◆ **Exercise requirements**
A single figure is wanted: the count of lines below containing the string "stream".
#### Extracted data ####
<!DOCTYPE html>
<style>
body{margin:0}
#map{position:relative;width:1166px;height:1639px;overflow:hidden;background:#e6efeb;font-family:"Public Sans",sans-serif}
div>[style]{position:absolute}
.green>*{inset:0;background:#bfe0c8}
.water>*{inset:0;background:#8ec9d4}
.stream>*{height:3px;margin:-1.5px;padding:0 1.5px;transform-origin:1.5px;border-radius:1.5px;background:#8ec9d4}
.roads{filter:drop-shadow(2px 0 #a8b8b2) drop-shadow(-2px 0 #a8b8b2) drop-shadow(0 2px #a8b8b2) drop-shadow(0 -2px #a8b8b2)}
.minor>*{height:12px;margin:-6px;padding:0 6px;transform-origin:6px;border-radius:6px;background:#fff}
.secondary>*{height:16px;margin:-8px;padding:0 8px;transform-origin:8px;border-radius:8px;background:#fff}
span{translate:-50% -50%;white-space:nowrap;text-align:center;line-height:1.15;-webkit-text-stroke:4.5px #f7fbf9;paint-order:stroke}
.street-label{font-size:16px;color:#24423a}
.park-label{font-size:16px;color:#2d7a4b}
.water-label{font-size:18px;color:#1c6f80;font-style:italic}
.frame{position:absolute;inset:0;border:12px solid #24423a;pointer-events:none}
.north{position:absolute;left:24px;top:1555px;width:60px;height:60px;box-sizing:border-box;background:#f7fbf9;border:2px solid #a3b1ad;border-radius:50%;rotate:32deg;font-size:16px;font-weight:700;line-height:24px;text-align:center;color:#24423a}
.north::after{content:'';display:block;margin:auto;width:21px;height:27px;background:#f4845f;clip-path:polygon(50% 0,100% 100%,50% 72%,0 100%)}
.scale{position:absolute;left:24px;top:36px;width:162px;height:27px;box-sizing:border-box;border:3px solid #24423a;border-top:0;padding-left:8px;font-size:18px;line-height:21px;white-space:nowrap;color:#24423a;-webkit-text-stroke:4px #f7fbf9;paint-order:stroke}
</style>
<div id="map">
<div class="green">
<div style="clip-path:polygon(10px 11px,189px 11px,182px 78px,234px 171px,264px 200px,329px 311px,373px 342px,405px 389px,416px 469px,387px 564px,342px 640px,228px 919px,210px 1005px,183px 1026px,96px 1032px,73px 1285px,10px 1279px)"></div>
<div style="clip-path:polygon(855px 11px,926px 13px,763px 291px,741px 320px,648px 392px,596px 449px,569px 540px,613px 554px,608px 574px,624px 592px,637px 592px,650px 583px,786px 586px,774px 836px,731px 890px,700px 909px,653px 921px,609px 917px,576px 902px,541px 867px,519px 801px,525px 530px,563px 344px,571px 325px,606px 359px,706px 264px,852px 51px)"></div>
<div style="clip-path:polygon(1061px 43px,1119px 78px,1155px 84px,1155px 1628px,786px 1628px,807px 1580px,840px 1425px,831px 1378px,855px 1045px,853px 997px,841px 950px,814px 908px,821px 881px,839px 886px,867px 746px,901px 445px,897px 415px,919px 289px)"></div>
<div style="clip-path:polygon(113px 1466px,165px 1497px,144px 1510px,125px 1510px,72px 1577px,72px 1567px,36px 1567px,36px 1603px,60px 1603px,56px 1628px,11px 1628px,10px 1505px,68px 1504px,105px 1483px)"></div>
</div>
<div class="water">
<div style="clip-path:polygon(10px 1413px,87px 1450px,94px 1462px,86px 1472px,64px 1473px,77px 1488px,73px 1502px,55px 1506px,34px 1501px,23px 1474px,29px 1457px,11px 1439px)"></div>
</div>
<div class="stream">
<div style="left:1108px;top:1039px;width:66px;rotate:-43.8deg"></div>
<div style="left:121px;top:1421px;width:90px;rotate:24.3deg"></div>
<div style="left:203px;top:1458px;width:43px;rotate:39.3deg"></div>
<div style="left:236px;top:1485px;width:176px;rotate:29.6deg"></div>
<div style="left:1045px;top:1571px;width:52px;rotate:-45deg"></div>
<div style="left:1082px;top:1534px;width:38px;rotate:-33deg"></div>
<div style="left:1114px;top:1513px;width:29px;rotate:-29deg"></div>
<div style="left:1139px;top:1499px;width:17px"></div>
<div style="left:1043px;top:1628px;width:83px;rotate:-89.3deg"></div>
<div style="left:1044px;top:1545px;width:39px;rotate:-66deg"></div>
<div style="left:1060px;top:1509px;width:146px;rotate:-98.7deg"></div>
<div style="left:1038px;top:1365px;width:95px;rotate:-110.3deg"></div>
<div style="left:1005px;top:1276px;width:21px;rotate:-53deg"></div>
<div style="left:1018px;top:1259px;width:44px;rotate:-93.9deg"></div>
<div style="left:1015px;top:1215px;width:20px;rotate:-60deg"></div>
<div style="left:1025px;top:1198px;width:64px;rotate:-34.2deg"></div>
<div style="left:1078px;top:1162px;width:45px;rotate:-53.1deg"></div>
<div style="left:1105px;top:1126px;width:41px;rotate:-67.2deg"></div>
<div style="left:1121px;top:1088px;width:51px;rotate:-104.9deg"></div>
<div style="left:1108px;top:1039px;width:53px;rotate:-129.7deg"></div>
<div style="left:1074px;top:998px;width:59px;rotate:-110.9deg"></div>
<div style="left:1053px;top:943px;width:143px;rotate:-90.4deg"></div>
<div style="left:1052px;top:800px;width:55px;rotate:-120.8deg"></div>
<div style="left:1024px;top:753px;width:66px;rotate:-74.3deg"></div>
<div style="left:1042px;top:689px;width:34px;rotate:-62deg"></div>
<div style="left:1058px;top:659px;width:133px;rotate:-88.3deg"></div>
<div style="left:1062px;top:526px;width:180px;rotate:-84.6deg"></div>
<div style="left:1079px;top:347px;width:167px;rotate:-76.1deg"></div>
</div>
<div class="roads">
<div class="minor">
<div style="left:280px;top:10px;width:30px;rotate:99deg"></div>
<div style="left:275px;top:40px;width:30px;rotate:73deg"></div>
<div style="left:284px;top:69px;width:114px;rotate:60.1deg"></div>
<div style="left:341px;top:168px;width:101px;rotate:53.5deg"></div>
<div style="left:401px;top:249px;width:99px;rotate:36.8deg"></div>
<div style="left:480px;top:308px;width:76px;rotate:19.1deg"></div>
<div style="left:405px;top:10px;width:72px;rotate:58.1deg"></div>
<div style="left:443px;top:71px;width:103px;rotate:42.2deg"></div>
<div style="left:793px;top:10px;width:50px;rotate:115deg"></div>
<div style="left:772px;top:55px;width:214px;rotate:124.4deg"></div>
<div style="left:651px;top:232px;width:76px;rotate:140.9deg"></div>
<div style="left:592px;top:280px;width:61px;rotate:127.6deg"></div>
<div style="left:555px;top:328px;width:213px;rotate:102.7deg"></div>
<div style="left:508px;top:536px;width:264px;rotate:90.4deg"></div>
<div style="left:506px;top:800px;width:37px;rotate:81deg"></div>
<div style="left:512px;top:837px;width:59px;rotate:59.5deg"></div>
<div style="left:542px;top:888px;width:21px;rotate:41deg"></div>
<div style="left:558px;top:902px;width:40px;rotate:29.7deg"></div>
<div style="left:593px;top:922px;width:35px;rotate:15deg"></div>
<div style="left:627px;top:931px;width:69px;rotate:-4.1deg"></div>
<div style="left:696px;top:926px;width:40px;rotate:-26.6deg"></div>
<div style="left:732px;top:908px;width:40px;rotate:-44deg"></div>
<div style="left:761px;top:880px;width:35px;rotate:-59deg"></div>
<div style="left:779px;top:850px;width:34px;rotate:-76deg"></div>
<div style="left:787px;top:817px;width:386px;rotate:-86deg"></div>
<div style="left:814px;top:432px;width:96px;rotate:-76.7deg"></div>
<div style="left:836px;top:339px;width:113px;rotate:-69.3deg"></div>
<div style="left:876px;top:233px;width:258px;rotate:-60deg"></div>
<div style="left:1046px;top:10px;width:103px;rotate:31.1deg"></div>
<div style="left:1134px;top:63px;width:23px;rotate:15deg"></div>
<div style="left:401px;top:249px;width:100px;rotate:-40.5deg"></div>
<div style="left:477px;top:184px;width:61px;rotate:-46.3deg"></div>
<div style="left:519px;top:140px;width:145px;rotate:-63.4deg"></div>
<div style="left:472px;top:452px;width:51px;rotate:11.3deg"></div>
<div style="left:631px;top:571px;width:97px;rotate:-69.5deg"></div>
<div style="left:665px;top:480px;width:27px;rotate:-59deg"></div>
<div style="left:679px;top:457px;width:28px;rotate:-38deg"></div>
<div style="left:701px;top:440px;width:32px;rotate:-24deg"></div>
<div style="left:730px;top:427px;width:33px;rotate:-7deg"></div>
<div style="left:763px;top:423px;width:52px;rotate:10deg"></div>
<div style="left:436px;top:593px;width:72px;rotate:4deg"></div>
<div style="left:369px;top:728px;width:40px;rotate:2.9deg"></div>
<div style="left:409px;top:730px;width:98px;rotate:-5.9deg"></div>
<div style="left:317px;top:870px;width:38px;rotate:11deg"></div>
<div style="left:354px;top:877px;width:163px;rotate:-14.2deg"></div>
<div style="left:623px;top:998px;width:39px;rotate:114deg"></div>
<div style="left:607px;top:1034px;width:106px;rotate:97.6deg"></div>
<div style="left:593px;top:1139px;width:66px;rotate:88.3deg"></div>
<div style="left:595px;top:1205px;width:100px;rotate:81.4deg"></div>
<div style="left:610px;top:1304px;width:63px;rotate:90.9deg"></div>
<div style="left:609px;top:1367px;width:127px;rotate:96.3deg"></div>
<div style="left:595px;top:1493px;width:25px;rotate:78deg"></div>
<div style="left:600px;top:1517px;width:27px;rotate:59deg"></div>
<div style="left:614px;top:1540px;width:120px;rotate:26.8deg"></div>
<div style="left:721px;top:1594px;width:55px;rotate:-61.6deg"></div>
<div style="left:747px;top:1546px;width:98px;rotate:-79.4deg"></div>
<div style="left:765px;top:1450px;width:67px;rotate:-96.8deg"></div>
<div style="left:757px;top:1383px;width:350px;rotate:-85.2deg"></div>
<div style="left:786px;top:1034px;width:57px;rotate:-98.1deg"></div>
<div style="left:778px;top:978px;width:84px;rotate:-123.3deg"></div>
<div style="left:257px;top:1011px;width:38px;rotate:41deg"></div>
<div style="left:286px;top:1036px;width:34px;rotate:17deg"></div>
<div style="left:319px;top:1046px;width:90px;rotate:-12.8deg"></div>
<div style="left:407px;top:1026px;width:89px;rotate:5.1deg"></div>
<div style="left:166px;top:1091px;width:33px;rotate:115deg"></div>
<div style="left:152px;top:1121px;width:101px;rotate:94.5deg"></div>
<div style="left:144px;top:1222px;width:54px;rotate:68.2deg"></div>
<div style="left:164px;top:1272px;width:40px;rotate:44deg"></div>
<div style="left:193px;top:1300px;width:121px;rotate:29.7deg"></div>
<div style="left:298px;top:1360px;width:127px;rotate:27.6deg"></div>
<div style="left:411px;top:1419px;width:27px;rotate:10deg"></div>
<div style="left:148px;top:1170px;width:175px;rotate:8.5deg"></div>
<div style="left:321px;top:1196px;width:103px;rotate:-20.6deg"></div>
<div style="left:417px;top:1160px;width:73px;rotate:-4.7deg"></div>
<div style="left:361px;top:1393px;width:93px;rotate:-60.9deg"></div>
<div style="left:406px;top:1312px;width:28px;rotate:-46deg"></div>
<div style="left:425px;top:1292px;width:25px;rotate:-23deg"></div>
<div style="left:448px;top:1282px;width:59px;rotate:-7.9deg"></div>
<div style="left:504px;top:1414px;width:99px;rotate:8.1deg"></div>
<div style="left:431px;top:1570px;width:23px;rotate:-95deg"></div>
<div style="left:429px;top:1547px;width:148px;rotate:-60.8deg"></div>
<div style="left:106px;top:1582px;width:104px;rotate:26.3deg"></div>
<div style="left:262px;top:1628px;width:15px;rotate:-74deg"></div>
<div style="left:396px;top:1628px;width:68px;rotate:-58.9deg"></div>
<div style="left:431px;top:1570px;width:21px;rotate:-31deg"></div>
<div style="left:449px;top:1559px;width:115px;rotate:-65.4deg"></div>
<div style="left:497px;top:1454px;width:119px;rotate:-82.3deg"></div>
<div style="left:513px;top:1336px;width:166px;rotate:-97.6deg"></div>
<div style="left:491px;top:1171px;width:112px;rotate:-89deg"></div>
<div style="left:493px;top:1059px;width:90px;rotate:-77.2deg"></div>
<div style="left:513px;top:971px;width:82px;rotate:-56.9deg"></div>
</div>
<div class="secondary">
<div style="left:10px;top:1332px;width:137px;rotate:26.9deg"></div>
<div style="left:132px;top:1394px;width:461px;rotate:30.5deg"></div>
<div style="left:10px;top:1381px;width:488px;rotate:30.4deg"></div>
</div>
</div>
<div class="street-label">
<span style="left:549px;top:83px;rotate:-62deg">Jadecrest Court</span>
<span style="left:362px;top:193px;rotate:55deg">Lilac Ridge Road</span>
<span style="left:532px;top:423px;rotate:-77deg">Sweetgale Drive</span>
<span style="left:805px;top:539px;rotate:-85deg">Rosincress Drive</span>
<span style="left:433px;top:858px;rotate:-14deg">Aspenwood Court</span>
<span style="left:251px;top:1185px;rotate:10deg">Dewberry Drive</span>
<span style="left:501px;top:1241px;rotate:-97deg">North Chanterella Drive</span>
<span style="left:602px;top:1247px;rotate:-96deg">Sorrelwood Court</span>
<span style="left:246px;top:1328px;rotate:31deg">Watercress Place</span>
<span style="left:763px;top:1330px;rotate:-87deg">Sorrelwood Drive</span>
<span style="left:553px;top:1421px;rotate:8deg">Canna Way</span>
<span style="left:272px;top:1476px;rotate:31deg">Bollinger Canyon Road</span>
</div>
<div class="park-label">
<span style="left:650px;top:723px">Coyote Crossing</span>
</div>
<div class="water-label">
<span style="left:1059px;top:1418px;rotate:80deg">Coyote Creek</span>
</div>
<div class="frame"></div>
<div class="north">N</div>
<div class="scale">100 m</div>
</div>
####
◆ **Exercise response**
2